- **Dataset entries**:
-------------------------
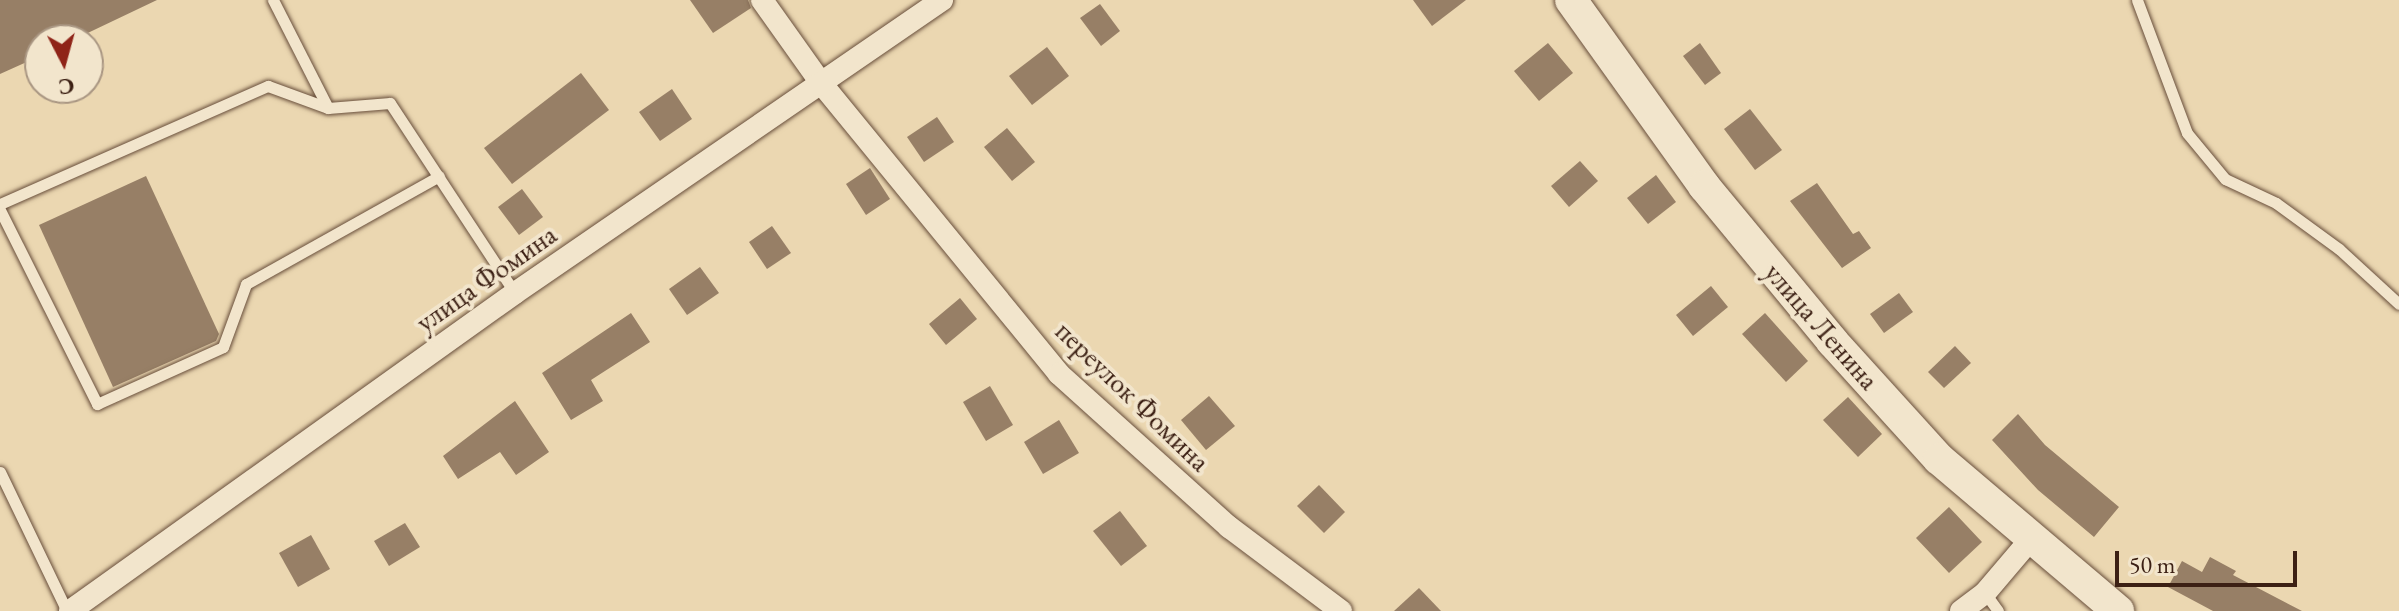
<!DOCTYPE html>
<meta charset="utf-8">
<style>
body{margin:0}
#map{position:relative;width:2399px;height:611px;overflow:hidden;background:#ebd7b1;font-family:"EB Garamond",serif}
div>[style]{position:absolute}
[style*='--x']{left:calc(var(--x)*1px);top:calc(var(--y)*1px);width:calc(var(--w)*1px);rotate:calc(var(--a)*1deg)}
.building>*{inset:0;background:#977f66}
.roads{filter:drop-shadow(0 0 2px #684e3b) drop-shadow(0 0 2px #684e3b)}
.lane>*{height:11px;margin:-5.5px;padding:0 5.5px;transform-origin:5.5px;border-radius:5.5px;background:#f2e5cc}
.street>*{height:22px;margin:-11px;padding:0 11px;transform-origin:11px;border-radius:11px;background:#f2e5cc}
.secondary>*{height:32px;margin:-16px;padding:0 16px;transform-origin:16px;border-radius:16px;background:#f2e5cc}
span{translate:-50% -50%;white-space:nowrap;text-align:center;line-height:1.15;-webkit-text-stroke:8px #f2e5cc;paint-order:stroke}
.street-label{font-size:28px;color:#3c2014}
.north{position:absolute;left:24px;top:24px;width:80px;height:80px;box-sizing:border-box;background:#f2e5cc;border:2px solid #a99682;border-radius:50%;rotate:174deg;font-size:22px;font-weight:700;line-height:32px;text-align:center;color:#3c2014}
.north::after{content:'';display:block;margin:auto;width:28px;height:36px;background:#8f2418;clip-path:polygon(50% 0,100% 100%,50% 72%,0 100%)}
.scale{position:absolute;left:2115px;top:551px;width:182px;height:36px;box-sizing:border-box;border:4px solid #3c2014;border-top:0;padding-left:10px;font-size:24px;line-height:28px;white-space:nowrap;color:#3c2014;-webkit-text-stroke:6px #f2e5cc;paint-order:stroke}
</style>
<div id="map">
<div class="building">
<div style="clip-path:polygon(0 0,157px 0,73px 40px,40px 40px,40px 56px,0 74px)"></div>
<div style="clip-path:polygon(690px 0,748px 0,751px 8px,713px 33px)"></div>
<div style="clip-path:polygon(1413px 0,1466px 0,1432px 26px)"></div>
<div style="clip-path:polygon(1100px 4px,1120px 31px,1101px 46px,1080px 18px)"></div>
<div style="clip-path:polygon(1548px 43px,1573px 73px,1539px 101px,1514px 71px)"></div>
<div style="clip-path:polygon(1700px 43px,1721px 73px,1705px 85px,1683px 56px)"></div>
<div style="clip-path:polygon(1047px 47px,1069px 76px,1032px 105px,1009px 76px)"></div>
<div style="clip-path:polygon(581px 73px,609px 110px,512px 184px,484px 148px)"></div>
<div style="clip-path:polygon(672px 89px,692px 119px,660px 141px,639px 112px)"></div>
<div style="clip-path:polygon(1750px 109px,1782px 150px,1755px 170px,1724px 129px)"></div>
<div style="clip-path:polygon(937px 117px,954px 142px,924px 162px,907px 137px)"></div>
<div style="clip-path:polygon(1007px 128px,1035px 162px,1012px 181px,984px 147px)"></div>
<div style="clip-path:polygon(1580px 161px,1598px 181px,1569px 207px,1551px 186px)"></div>
<div style="clip-path:polygon(870px 168px,890px 199px,866px 215px,846px 184px)"></div>
<div style="clip-path:polygon(1656px 175px,1676px 202px,1648px 224px,1627px 198px)"></div>
<div style="clip-path:polygon(146px 176px,219px 334px,216px 341px,113px 387px,39px 225px)"></div>
<div style="clip-path:polygon(1817px 183px,1853px 234px,1859px 231px,1871px 248px,1842px 268px,1790px 201px)"></div>
<div style="clip-path:polygon(522px 189px,543px 217px,519px 235px,498px 207px)"></div>
<div style="clip-path:polygon(772px 226px,791px 253px,767px 269px,749px 242px)"></div>
<div style="clip-path:polygon(700px 267px,719px 293px,687px 315px,669px 289px)"></div>
<div style="clip-path:polygon(1711px 286px,1728px 307px,1693px 336px,1676px 315px)"></div>
<div style="clip-path:polygon(1899px 293px,1913px 312px,1884px 333px,1870px 314px)"></div>
<div style="clip-path:polygon(960px 298px,977px 319px,946px 345px,929px 324px)"></div>
<div style="clip-path:polygon(631px 313px,650px 342px,591px 380px,603px 401px,571px 420px,542px 373px)"></div>
<div style="clip-path:polygon(1765px 313px,1808px 361px,1786px 382px,1742px 334px)"></div>
<div style="clip-path:polygon(1955px 346px,1971px 363px,1944px 388px,1928px 372px)"></div>
<div style="clip-path:polygon(990px 386px,1013px 425px,986px 441px,963px 402px)"></div>
<div style="clip-path:polygon(1209px 396px,1235px 426px,1206px 450px,1181px 420px)"></div>
<div style="clip-path:polygon(1848px 397px,1882px 434px,1858px 457px,1823px 420px)"></div>
<div style="clip-path:polygon(515px 401px,549px 452px,516px 475px,500px 452px,458px 479px,443px 456px)"></div>
<div style="clip-path:polygon(2018px 414px,2045px 445px,2119px 507px,2094px 537px,2038px 490px,1992px 440px)"></div>
<div style="clip-path:polygon(1059px 420px,1079px 453px,1043px 474px,1024px 442px)"></div>
<div style="clip-path:polygon(1319px 485px,1345px 512px,1324px 533px,1297px 506px)"></div>
<div style="clip-path:polygon(1949px 507px,1982px 542px,1949px 573px,1916px 538px)"></div>
<div style="clip-path:polygon(1120px 511px,1147px 546px,1121px 566px,1093px 531px)"></div>
<div style="clip-path:polygon(405px 523px,420px 547px,389px 566px,374px 541px)"></div>
<div style="clip-path:polygon(311px 535px,330px 569px,298px 587px,279px 553px)"></div>
<div style="clip-path:polygon(2210px 557px,2236px 571px,2233px 575px,2302px 611px,2213px 611px,2168px 587px,2182px 561px,2202px 572px)"></div>
<div style="clip-path:polygon(1419px 588px,1441px 611px,1394px 611px)"></div>
</div>
<div class="roads">
<div class="lane">
<div style="--x:273;--y:0;--w:121;--a:63"></div>
<div style="--x:2137;--y:0;--w:142;--a:69.4"></div>
<div style="--x:2187;--y:133;--w:60;--a:50.4"></div>
<div style="--x:2225;--y:179;--w:56;--a:25.2"></div>
<div style="--x:2276;--y:203;--w:78;--a:36.1"></div>
<div style="--x:2339;--y:249;--w:81;--a:42.5"></div>
<div style="--x:0;--y:204;--w:293;--a:-23.8"></div>
<div style="--x:268;--y:86;--w:64;--a:20.1"></div>
<div style="--x:328;--y:108;--w:62;--a:-4.6"></div>
<div style="--x:390;--y:103;--w:227;--a:56.7"></div>
<div style="--x:0;--y:210;--w:217;--a:63.4"></div>
<div style="--x:97;--y:404;--w:138;--a:-24.3"></div>
<div style="--x:223;--y:347;--w:67;--a:-69.9"></div>
<div style="--x:246;--y:284;--w:221;--a:-29.2"></div>
<div style="--x:0;--y:472;--w:154;--a:64.3"></div>
<div style="--x:1985;--y:593;--w:22;--a:54"></div>
</div>
<div class="street">
<div style="--x:762;--y:0;--w:102;--a:54.6"></div>
<div style="--x:821;--y:83;--w:376;--a:50.7"></div>
<div style="--x:1059;--y:374;--w:229;--a:42"></div>
<div style="--x:1229;--y:527;--w:140;--a:36.9"></div>
<div style="--x:70;--y:611;--w:547;--a:-35.55"></div>
<div style="--x:515;--y:293;--w:518;--a:-34.46"></div>
<div style="--x:1961;--y:611;--w:30;--a:-37"></div>
<div style="--x:1985;--y:593;--w:71;--a:-49.6"></div>
</div>
<div class="secondary">
<div style="--x:1571;--y:0;--w:229;--a:54.4"></div>
<div style="--x:1704;--y:186;--w:201;--a:50.4"></div>
<div style="--x:1832;--y:341;--w:159;--a:47.8"></div>
<div style="--x:1939;--y:459;--w:235;--a:40.3"></div>
</div>
</div>
<div class="street-label">
<span style="left:486px;top:278px;rotate:-35deg">улица Фомина</span>
<span style="left:1822px;top:326px;rotate:49deg">улица Ленина</span>
<span style="left:1133px;top:396px;rotate:44deg">переулок Фомина</span>
</div>
<div class="north">С</div>
<div class="scale">50 m</div>
</div>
-------------------------
- **YOUR INSTRUCTIONS**: Look through the data above and report every line in which "rotate" appears.

- **OUTPUT FOR THIS EXERCISE**:
[style*='--x']{left:calc(var(--x)*1px);top:calc(var(--y)*1px);width:calc(var(--w)*1px);rotate:calc(var(--a)*1deg)}
.north{position:absolute;left:24px;top:24px;width:80px;height:80px;box-sizing:border-box;background:#f2e5cc;border:2px solid #a99682;border-radius:50%;rotate:174deg;font-size:22px;font-weight:700;line-height:32px;text-align:center;color:#3c2014}
<span style="left:486px;top:278px;rotate:-35deg">улица Фомина</span>
<span style="left:1822px;top:326px;rotate:49deg">улица Ленина</span>
<span style="left:1133px;top:396px;rotate:44deg">переулок Фомина</span>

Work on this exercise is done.